Long the reeking cesspool for central Tampico, the lake has been cleaned up over the past two decades. A new convention center and a theater complex anchor the eastern shore. People picnic in the parks that line the western rim.

Crocodiles live throughout the lake. The animals’ nesting grounds sit between the convention center and a busy street. But most of the bigger beasts lurk in the far northern reaches, near a thick stand of mangroves where tropical birds and iguanas the size of poodles perch.

Amid last summer’s flooding rains, dozens of the reptiles — some weighing in at 400 pounds or more — wandered on shore, hunkering a few yards from jogging trails and children’s swing sets.

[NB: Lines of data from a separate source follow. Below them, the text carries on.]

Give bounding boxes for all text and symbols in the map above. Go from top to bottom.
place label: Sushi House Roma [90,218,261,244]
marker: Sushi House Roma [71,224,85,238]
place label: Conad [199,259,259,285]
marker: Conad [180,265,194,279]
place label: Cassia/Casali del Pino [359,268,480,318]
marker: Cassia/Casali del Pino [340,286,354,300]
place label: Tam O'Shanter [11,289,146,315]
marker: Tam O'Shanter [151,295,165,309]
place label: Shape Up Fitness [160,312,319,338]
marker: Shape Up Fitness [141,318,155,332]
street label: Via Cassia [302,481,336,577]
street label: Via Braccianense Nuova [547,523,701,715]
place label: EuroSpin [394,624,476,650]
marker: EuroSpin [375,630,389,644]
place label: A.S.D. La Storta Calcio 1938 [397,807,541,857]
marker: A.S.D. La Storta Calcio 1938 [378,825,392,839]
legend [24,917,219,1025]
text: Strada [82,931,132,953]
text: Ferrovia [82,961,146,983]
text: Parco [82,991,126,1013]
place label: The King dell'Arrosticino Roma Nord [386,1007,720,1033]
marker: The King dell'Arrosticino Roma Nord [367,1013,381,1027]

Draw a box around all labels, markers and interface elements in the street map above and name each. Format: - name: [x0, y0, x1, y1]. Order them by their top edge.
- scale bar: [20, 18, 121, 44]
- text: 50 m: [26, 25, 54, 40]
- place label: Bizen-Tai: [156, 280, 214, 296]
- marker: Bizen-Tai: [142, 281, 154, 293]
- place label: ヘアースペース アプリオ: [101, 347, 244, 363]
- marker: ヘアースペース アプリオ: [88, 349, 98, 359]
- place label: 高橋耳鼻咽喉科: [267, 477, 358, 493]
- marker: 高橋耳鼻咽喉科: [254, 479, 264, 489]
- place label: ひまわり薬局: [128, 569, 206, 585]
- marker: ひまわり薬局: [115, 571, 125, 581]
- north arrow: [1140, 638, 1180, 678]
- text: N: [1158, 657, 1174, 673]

Their fascination overcoming fear, locals and tourists alike approached the beasts, snapping photographs, daring one another to move just a little closer, bringing children to share in the experience.

Living in harmony

Such encounters make experts like Lazcano, who otherwise thrill at the reptile’s resurgence, cringe.

“The danger of a fatality exists,” Lazcano said. “If tomorrow a crocodile kills a child, everyone around the lagoon is going to start killing crocodiles.”

Indeed, people in Tampico weren’t always crazy about the beasts. Earlier in the decade local media led a public outcry to remove the reptiles.

City ecologists sought help from outside experts to defuse the protests. Steve Irwin, the late Australian crocodile hunter of television fame, responded to the call with a 2003 visit.

“This lake and this city will be a showcase for the world that will demonstrate clearly that people can live in harmony with sharp-teethed wild animals,” Irwin said at a news conference.

From that point on “crocodiles had a different image in the city,” said Alejandro Fierro, who headed Tampico’s environment office at the time. “There was not a single criticism in the press.”

What’s on the menu

But though Tampico’s crocs may now be the city’s mascots, they are hardly its pets. Because the beasts haven’t yet preyed upon their warm-blooded neighbors doesn’t necessarily mean they won’t.

“Crocodiles are opportunistic animals,” said Sigler, the specialist in Dallas.

“Once they learn to eat easy food — whether it be a domestic pet or a human being — they will.”